ACTU
Depuis quelques mois, la question du déremboursement de l’homéopathie par la Sécurité sociale a conduit à de nombreux débats, témoignages, pétitions et tribunes pour ou contre les médecines dites “alternatives”. Régulièrement, l’argument de l’inexistence de l’effet placebo chez les animaux et la supposée efficacité de l’homéopathie vétérinaire sont mises en avant par ses défenseurs.
Ce sujet déborde largement de la question des médecines dites “alternatives” : nous ne prêtons pas assez attention à la notion de placebo. Tout comme à celle d’imputabilité.
Est-ce que ce chien va mieux grâce à mon traitement ? Que signifie ce symptôme ou ce résultat d’analyse dans le cadre de sa maladie ? Est-ce vraiment parce qu’il est vieux qu’il a un coup de mou ?
Et puis : que suis-je en train de faire ? À quoi cela sert-il ? Est-ce aussi utile que je le crois ? Que je l’ai cru ?
Il existe plusieurs définitions de l’effet placebo. L’amélioration des symptômes d’un patient associée à l’administration d’une substance inerte. Plus largement, et j’aime mieux cette définition, à l’amélioration des symptômes d’un patient, attribuable à la rencontre thérapeutique, avec ses rituels, symboles et interactions. Mais cela marche aussi sur le soignant, le propriétaire, le vétérinaire qui observe l’animal et ses symptômes, et qui espère sa guérison ! On parle d’effet placebo sur le soignant (caregiver placebo effect).

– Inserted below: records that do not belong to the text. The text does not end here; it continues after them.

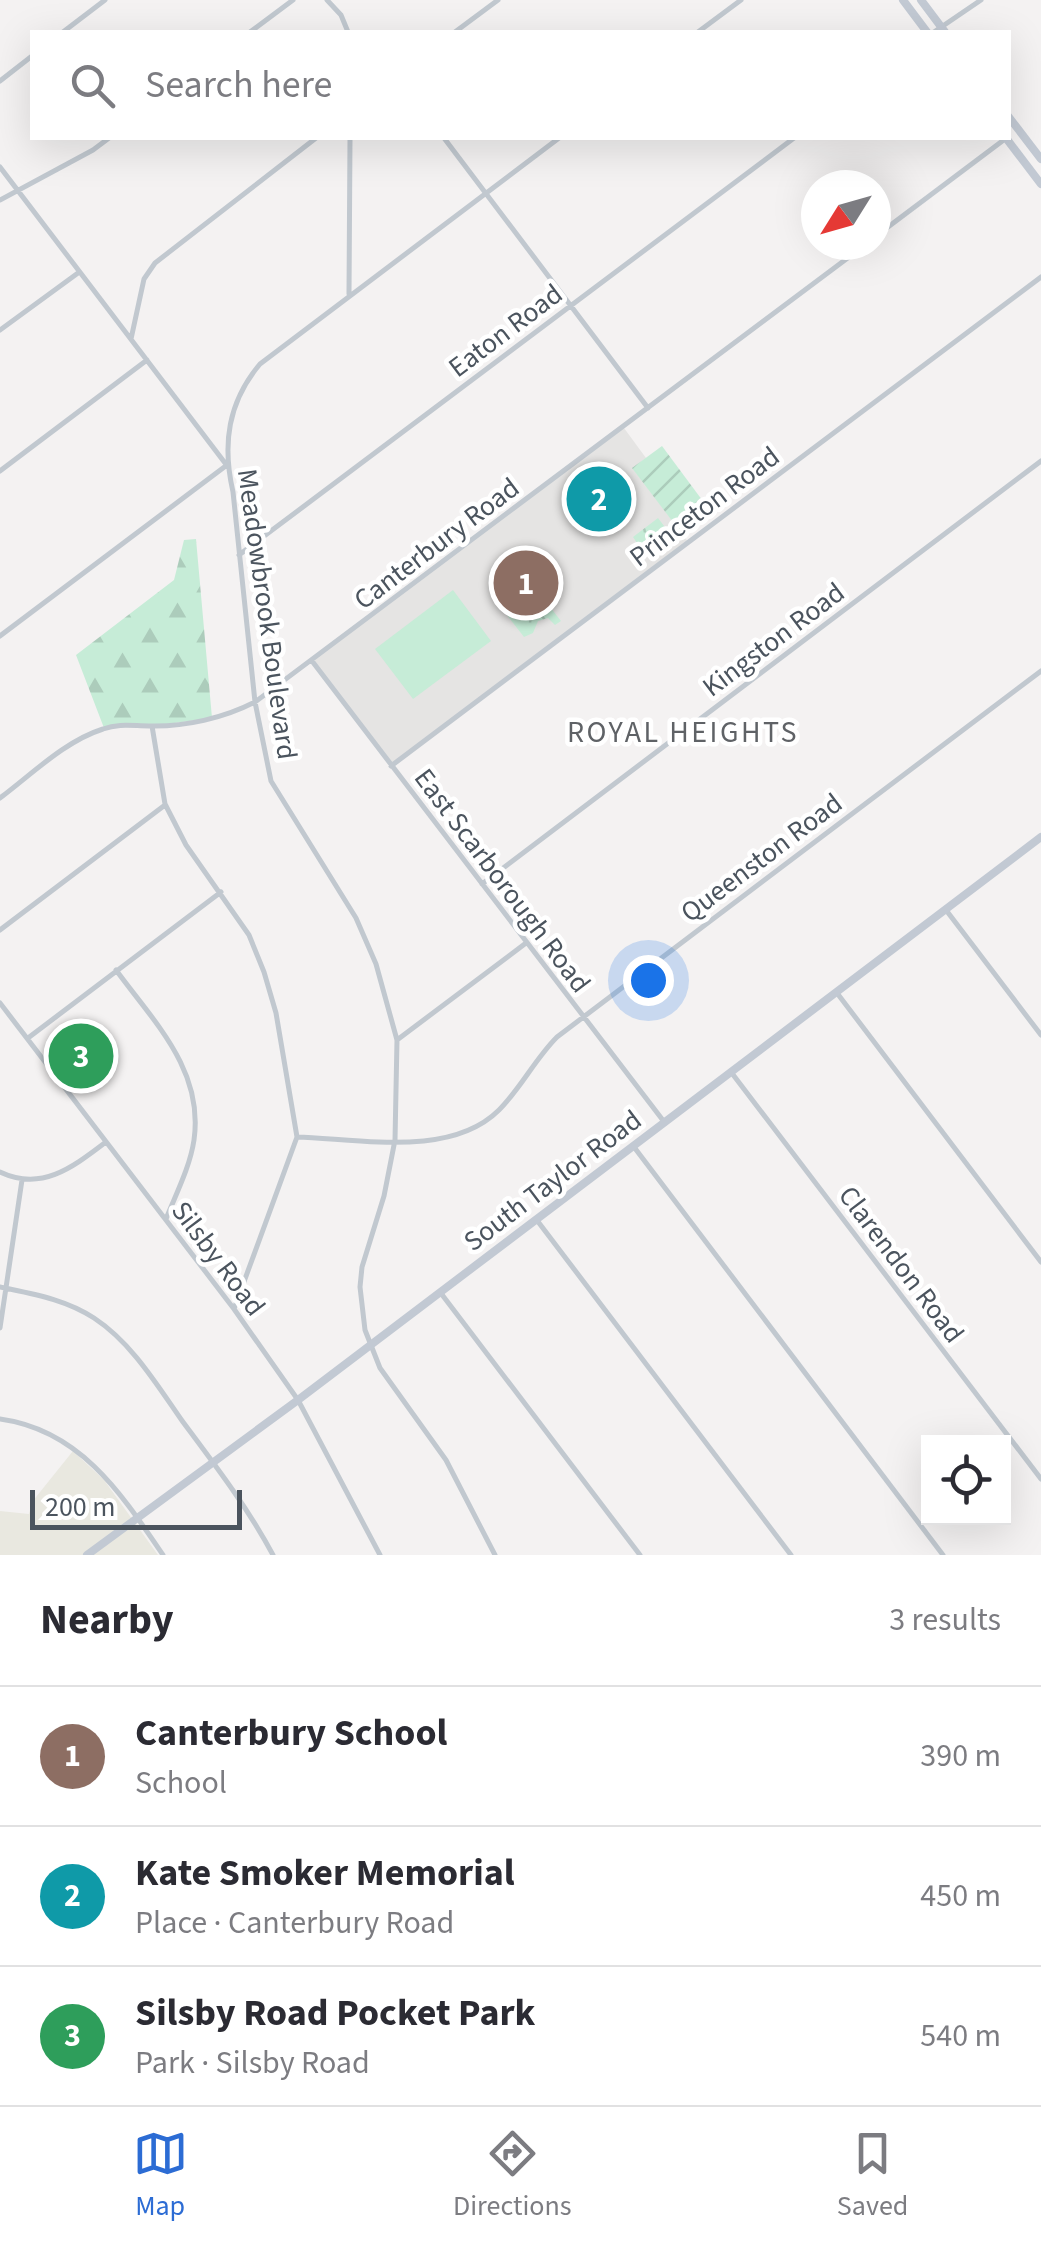 <!DOCTYPE html>
<html lang="en">
<head>
<meta charset="utf-8">
<style>
	body { margin:0; font-family:"Source Sans 3",sans-serif; background:#f7f7f7; color:#2b2b33 }
	.controls { position:absolute; right:30px; bottom:30px; display:grid; overflow:hidden; border-radius:0px; box-shadow:0 10px 40px #0002 }
	.controls button { width:90px; height:90px; display:grid; place-items:center; padding:0; border:0; border-bottom:2px solid #e1e1e2; background:#fff; color:#2b2b33; font:50px sans-serif }
	.compass { position:absolute; left:801px; top:170px; width:90px; height:90px; border-radius:50%; background:#fff; box-shadow:0 10px 40px #0002; rotate:233deg }
	.scale { position:absolute; left:30px; bottom:25px; width:212px; box-sizing:border-box; padding-left:10px; border:5px solid #4b545e; border-top:0; font-size:28px; line-height:35px; white-space:nowrap; color:#4b545e; -webkit-text-stroke:8px #fff; paint-order:stroke }
	.you { position:absolute; left:648px; top:980px; width:35px; height:35px; margin:-25px; border:8px solid #fff; border-radius:50%; background:#1a73e8; box-shadow:0 0 0 15px #1a73e833 }
	.badge { display:grid; place-items:center; width:65px; height:65px; border-radius:50%; background:#2c6cd4; color:#fff; font-size:32px; font-weight:700 }
	.pin { position:absolute; translate:-50% -50%; border:5px solid #fff; box-shadow:0 2px 10px #0006 }
	.list { margin:0; padding:0; list-style:none }
	h2 { display:flex; justify-content:space-between; align-items:center; height:130px; margin:0; padding:0 40px; font-size:42px }
	h2 small { font-size:32px; font-weight:400; color:#7c7c81 }
	.list li { display:grid; grid-template-columns:65px 1fr auto; gap:30px; align-items:center; box-sizing:border-box; height:140px; padding:0 40px; border-top:2px solid #e1e1e2 }
	.list b { display:block; font-size:38px; white-space:nowrap }
	.list p { margin:0; font-size:32px; white-space:nowrap; color:#7c7c81 }
	.list em { font-size:32px; font-style:normal; color:#7c7c81 }
	.icon { flex:none; width:55px; height:55px; fill:none; stroke:currentColor; stroke-width:2; stroke-linecap:round; stroke-linejoin:round }
	.map { position:relative; flex:none; width:1041px; height:1555px; overflow:hidden }
	.search { position:absolute; background:#fff; box-shadow:0 10px 40px #0002; left:30px; right:30px; top:30px; height:110px; display:flex; align-items:center; gap:25px; box-sizing:border-box; padding:0 35px; border-radius:0px; color:#7c7c81; font-size:38px }
	.sheet { height:550px; background:#fff }
	nav { display:flex; justify-content:space-around; align-items:center; box-sizing:border-box; height:140px; border-top:2px solid #e1e1e2; background:#fff; font-size:28px; color:#7c7c81 }
	nav a { display:grid; justify-items:center; gap:5px }
	nav .on { color:#2c6cd4 }
	.map>svg:first-child { display:block }
	.commercial { fill:#e9e8e0 }
	.education { fill:#e5e4e3 }
	.forest { fill:url(#forest-firs) }
	.park { fill:url(#park-crowns) }
	.garden { fill:url(#garden-furrows) }
	.pitch { fill:#c6ecd7 }
	.lines { fill:none; stroke-linecap:round; stroke-linejoin:round }
	.minor { stroke:#c1c8cf; stroke-width:5 }
	.secondary { stroke:#c2c9d3; stroke-width:8 }
	.labels { text-anchor:middle; stroke-width:9; stroke-linejoin:round; paint-order:stroke }
	.street-label { font-size:28px; fill:#4b545e; stroke:#fff }
	.neighbourhood-label { font-size:30px; letter-spacing:2.5px; fill:#5f6266; stroke:#fff }
</style>
</head>
<body>
<div class="map">
<svg width="1041" height="1555" viewBox="0 0 1041 1555">
	<defs>
		<pattern id="forest-firs" width="22" height="20" patternUnits="userSpaceOnUse" patternTransform="scale(2.5)"><rect width="22" height="20" fill="#c6ecd7"/><path d="M5 1l3.5 6h-7zM16 11l3.5 6h-7z" fill="#acccbb"/></pattern>
		<pattern id="park-crowns" width="20" height="18" patternUnits="userSpaceOnUse" patternTransform="scale(2.5)"><rect width="20" height="18" fill="#c6ecd7"/><path d="M2 6a3 3 0 1 1 6 0M12 15a3 3 0 1 1 6 0" fill="none" stroke="#acccbb"/></pattern>
		<pattern id="garden-furrows" width="10" height="10" patternUnits="userSpaceOnUse" patternTransform="scale(2.5)"><rect width="10" height="10" fill="#c6ecd7"/><path d="M-1 1l2-2M0 10L10 0M9 11l2-2" fill="none" stroke="#acccbb"/></pattern>
	</defs>
	<rect width="100%" height="100%" fill="#f4f2f2"/>
	<!-- commercial -->
	<path class="commercial" d="M73 1451 104 1480 158 1555H0V1511L29 1514 32 1502Z"/>
	<!-- education -->
	<path class="education" d="M624 428 646 458 633 468 689 543 391 766 312 661Z"/>
	<!-- forest -->
	<path class="forest" d="M196 539 212 718 152 726 104 728 76 655 174 580 184 540Z"/>
	<!-- park -->
	<path class="park" d="M658 518 671 535 645 555 633 537Z
		M533 585 561 621 555 625 548 618 538 621 533 633 524 637 506 614 514 606 525 604 532 595 528 589Z"/>
	<!-- garden -->
	<path class="garden" d="M662 446 711 512 682 534 632 468Z"/>
	<!-- pitch -->
	<path class="pitch" d="M453 590 491 641 413 699 375 649Z"/>
	<g class="lines">
		<!-- minor -->
		<path class="minor" d="M327 0 341 15 348 32
			M63 32 105 0
			M250 32 293 0
			M455 32 498 0
			M698 32 741 0
			M934 32 981 0
			M0 81 32 56
			M444 138 648 408
			M0 167 225 463
			M0 200 93 150 109 138
			M876 236 1005 139
			M349 294 350 138
			M0 330 78 273
			M131 339 144 279 155 263 316 138
			M0 471 147 360
			M239 555 794 138
			M0 636 227 465
			M312 661 665 1123
			M152 726 165 804 186 845 249 935 264 972 276 1013 297 1137 234 1309
			M391 766 1041 277
			M0 798C32 774 65 741 103 729 119 723 133 726 149 726 185 727 224 718 255 702L865 245
			M482 884 1041 461
			M946 910 1041 1035
			M0 930 165 805
			M116 970C154 1022 204 1070 194 1140 190 1167 176 1194 166 1219
			M837 993 1041 1262
			M0 1003 234 1309 298 1400 380 1555
			M28 1038 221 892
			M397 1040 526 943
			M731 1072 1041 1479
			M297 1137C359 1139 451 1158 499 1110 521 1088 535 1059 557 1037L1041 671
			M634 1147 943 1555
			M0 1172C42 1192 73 1167 106 1142
			M536 1219 791 1555
			M0 1287C33 1294 65 1299 94 1318 132 1343 157 1385 183 1422 215 1465 248 1508 273 1555
			M440 1292 640 1555
			M0 1328 22 1180
			M0 1419C80 1430 121 1493 163 1555
			M495 1555 446 1460 380 1368 365 1330 360 1287 362 1267 384 1196 395 1140 397 1040 376 964 356 918 271 781 255 702 233 492C222 444 228 402 260 364L559 138"/>
		<!-- secondary -->
		<path class="secondary" d="M903 0 927 32
			M921 0 945 32
			M1008 116 1041 159
			M1006 138 1041 184
			M87 1555 298 1400 1041 837"/>
	</g>
	<g class="labels">
		<!-- street labels -->
		<g class="street-label">
			<text transform="translate(505 330) rotate(-37)" y="10">Eaton Road</text>
			<text transform="translate(704 506) rotate(-37)" y="10">Princeton Road</text>
			<text transform="translate(436 543) rotate(-37)" y="10">Canterbury Road</text>
			<text transform="translate(268 614) rotate(82)" y="10">Meadowbrook Boulevard</text>
			<text transform="translate(773 639) rotate(-37)" y="10">Kingston Road</text>
			<text transform="translate(761 857) rotate(-37)" y="10">Queenston Road</text>
			<text transform="translate(503 880) rotate(53)" y="10">East Scarborough Road</text>
			<text transform="translate(552 1180) rotate(-37)" y="10">South Taylor Road</text>
			<text transform="translate(219 1258) rotate(53)" y="10">Silsby Road</text>
			<text transform="translate(902 1264) rotate(53)" y="10">Clarendon Road</text>
		</g>
		<!-- neighbourhood labels -->
		<g class="neighbourhood-label">
			<text x="683" y="742">ROYAL HEIGHTS</text>
		</g>
	</g>
</svg>
<div class="controls">
<button><svg class="icon" aria-label="locate" viewBox="0 0 24 24"><circle cx="12" cy="12" r="6"/><path d="M12 2v4M12 18v4M2 12h4M18 12h4"/></svg></button>
</div>
<svg class="compass" viewBox="-18 -18 36 36"><path d="M0-13l5 13h-10z" fill="#e53935"/><path d="M0 13l5-13h-10z" fill="#7c7c81"/></svg>
<div class="scale">200 m</div>
<div class="you"></div>
<div class="pin badge" style="left:526px;top:583px;background:#8d6e63">1</div>
<div class="pin badge" style="left:599px;top:499px;background:#0f9aa8">2</div>
<div class="pin badge" style="left:81px;top:1056px;background:#2e9e5b">3</div>
<div class="search"><svg class="icon" aria-label="search" viewBox="0 0 24 24"><circle cx="10" cy="10" r="6"/><path d="M15 15l6 6"/></svg>Search here</div>
</div>
<section class="sheet">
<h2>Nearby<small>3 results</small></h2>
<ul class="list">
<li><span class="badge" style="background:#8d6e63">1</span><div><b>Canterbury School</b><p>School</p></div><em>390 m</em></li>
<li><span class="badge" style="background:#0f9aa8">2</span><div><b>Kate Smoker Memorial</b><p>Place · Canterbury Road</p></div><em>450 m</em></li>
<li><span class="badge" style="background:#2e9e5b">3</span><div><b>Silsby Road Pocket Park</b><p>Park · Silsby Road</p></div><em>540 m</em></li>
</ul>
</section>
<nav>
<a class="on"><svg class="icon" aria-label="map" viewBox="0 0 24 24"><path d="M3 6l6-2 6 2 6-2v14l-6 2-6-2-6 2zM9 4v14M15 6v14"/></svg>Map</a>
<a><svg class="icon" aria-label="directions" viewBox="0 0 24 24"><path d="M12 3l9 9-9 9-9-9zM9 14v-3h6M13 9l2 2-2 2"/></svg>Directions</a>
<a><svg class="icon" aria-label="saved" viewBox="0 0 24 24"><path d="M7 4h10v16l-5-4-5 4z"/></svg>Saved</a>
</nav>
</body>
</html>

Dans une étude de 2012, Conzemius et ses collègues ont étudié les résultats du groupe placebo d’une vaste étude prospective, randomisée en double aveugle, évaluant l’innocuité et l’efficacité d’un anti-inflammatoire dans le traitement de boiteries secondaires à l’arthrose. Les chiens ont été évalués grâce à des plateformes de force pendant sept semaines, capables de mesurer les différences d’appui du chien sur ses quatre membres (et donc d’objectiver la boiterie). Les propriétaires des animaux avaient un questionnaire à remplir pour évaluer la boiterie, et des vétérinaires spécialistes en orthopédie étaient chargés de juger plusieurs critères concernant celle-ci et la douleur manifestées par les chiens. Ces évaluations subjectives ont été comparées aux données objectives fournies par les plateformes de force.

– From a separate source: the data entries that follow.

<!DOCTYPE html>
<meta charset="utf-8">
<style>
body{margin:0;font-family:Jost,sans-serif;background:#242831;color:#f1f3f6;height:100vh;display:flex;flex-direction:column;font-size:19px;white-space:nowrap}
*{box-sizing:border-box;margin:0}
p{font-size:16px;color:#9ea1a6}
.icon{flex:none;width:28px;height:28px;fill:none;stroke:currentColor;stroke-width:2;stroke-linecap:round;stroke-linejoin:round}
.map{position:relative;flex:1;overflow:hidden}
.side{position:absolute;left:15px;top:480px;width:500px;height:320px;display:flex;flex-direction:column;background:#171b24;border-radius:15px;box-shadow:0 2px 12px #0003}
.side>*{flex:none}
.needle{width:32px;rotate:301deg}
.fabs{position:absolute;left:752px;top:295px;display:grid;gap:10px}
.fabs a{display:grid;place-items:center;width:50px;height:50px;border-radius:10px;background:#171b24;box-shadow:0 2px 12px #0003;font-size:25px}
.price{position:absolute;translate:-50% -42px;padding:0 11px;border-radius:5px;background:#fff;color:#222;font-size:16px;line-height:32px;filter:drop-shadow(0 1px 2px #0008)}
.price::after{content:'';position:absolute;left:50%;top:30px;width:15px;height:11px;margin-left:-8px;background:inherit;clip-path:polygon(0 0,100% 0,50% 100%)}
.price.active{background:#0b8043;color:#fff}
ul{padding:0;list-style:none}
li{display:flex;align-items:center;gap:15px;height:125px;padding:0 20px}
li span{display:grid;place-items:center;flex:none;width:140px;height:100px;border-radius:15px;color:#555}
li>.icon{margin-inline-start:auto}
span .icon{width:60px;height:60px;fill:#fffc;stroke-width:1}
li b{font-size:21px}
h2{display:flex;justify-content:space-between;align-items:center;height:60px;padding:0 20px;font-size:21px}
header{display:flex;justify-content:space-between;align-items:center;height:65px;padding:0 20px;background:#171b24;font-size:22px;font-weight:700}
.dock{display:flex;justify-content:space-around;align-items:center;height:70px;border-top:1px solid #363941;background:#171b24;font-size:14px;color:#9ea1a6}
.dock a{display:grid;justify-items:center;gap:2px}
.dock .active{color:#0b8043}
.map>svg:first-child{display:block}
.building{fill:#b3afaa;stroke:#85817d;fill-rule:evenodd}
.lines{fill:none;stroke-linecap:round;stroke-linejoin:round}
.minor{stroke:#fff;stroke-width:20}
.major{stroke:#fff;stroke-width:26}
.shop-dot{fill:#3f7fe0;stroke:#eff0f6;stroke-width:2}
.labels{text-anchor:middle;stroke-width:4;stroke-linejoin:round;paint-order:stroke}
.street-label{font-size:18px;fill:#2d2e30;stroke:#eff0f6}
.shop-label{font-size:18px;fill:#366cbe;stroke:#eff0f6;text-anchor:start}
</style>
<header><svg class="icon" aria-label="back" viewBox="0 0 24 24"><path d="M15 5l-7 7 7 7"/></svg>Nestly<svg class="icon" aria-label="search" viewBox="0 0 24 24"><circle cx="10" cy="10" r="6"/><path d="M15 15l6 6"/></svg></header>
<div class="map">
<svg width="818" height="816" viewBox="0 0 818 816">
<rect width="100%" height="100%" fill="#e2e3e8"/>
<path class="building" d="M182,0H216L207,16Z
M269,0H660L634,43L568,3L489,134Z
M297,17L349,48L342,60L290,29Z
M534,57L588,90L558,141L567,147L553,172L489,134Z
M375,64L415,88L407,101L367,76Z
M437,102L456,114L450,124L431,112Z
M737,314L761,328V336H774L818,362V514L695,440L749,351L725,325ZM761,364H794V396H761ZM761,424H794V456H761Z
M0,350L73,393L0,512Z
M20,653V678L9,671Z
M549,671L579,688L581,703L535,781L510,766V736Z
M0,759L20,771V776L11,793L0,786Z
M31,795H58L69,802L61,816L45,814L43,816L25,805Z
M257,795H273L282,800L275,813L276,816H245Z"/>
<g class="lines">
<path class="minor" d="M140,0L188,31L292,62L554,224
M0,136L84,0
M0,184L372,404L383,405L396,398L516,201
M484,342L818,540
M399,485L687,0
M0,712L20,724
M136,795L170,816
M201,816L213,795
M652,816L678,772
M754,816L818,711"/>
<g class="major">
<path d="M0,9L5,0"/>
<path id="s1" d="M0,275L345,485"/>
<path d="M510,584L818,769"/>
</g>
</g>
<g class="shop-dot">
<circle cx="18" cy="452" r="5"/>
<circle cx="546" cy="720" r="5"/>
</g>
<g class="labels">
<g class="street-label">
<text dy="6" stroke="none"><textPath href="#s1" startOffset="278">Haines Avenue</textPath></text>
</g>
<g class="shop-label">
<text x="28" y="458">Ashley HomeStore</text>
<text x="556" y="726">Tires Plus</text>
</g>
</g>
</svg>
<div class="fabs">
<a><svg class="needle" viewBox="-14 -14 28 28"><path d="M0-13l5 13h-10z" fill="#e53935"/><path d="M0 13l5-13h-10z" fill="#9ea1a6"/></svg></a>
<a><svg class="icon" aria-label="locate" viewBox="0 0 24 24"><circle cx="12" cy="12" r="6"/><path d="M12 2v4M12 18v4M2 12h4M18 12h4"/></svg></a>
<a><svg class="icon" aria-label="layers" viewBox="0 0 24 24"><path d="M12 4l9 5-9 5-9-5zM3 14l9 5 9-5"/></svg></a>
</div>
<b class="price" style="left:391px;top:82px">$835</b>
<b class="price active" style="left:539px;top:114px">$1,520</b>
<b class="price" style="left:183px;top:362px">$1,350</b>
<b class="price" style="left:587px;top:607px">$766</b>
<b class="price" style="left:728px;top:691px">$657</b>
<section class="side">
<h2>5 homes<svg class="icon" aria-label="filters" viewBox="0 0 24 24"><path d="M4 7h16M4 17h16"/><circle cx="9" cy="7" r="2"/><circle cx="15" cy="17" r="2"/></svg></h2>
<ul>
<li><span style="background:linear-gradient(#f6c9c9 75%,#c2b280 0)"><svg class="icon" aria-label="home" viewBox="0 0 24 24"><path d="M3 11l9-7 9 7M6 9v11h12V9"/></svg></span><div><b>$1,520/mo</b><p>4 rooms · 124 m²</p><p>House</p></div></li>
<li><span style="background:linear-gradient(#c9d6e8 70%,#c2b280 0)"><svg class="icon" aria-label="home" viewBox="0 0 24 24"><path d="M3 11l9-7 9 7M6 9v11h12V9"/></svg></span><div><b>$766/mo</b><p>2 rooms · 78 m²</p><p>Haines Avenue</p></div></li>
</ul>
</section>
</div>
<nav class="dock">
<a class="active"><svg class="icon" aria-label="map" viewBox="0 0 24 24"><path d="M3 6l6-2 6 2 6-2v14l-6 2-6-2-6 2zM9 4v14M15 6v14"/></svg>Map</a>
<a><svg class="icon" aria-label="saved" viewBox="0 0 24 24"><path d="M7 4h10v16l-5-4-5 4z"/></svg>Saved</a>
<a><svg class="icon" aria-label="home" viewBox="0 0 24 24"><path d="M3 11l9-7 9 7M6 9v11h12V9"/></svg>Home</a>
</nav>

Pour près de 60 % des chiens qui recevaient un placebo, leurs maîtres ont estimé que leur boiterie s’était améliorée alors que les plateformes de force ne relevaient aucun changement.
Pour près de 40 % des chiens qui recevaient un placebo, les vétérinaires spécialistes, dont le diplôme est l’un des plus exigeants de la planète, ont estimé que la boiterie s’améliorait alors que les plateformes de force ne détectaient aucune amélioration.
Soyons réalistes : nous sommes mauvais pour déterminer l’efficacité réelle d’un traitement administré à nos patients, et leurs propriétaires sont encore pire. Nous voulons qu’ils aillent mieux.
Comment éviter ou limiter cet écueil ? En ayant conscience de son existence ! En admettant que nous sommes bourrés de biais, d’attentes, d’espoirs. Nous voulons que nos patients aillent mieux, au risque de nous leurrer. Nous avons confiance en nous et en nos traitements, nos clients aussi. Et puis, il est plus confortable pour nous de penser que nous sommes utiles et efficaces, surtout quand nos patients s’améliorent !
Nous devons douter de nos observations, de notre expérience personnelle. Nous devons baser notre pratique sur des données objectives, celles de la science, des études bien conduites.
Nous devons autant que possible nous appuyer sur des observations objectives, et non sur des témoignages ou des données subjectives.
C’est un enjeu critique en médecine vétérinaire, peut-être plus qu’en médecine humaine, car nous ne pouvons pas accepter que les propriétaires d’un animal souffrant, ou son vétérinaire, se félicitent d’une amélioration illusoire tandis que la maladie ou la douleur ne sont pas correctement soignés.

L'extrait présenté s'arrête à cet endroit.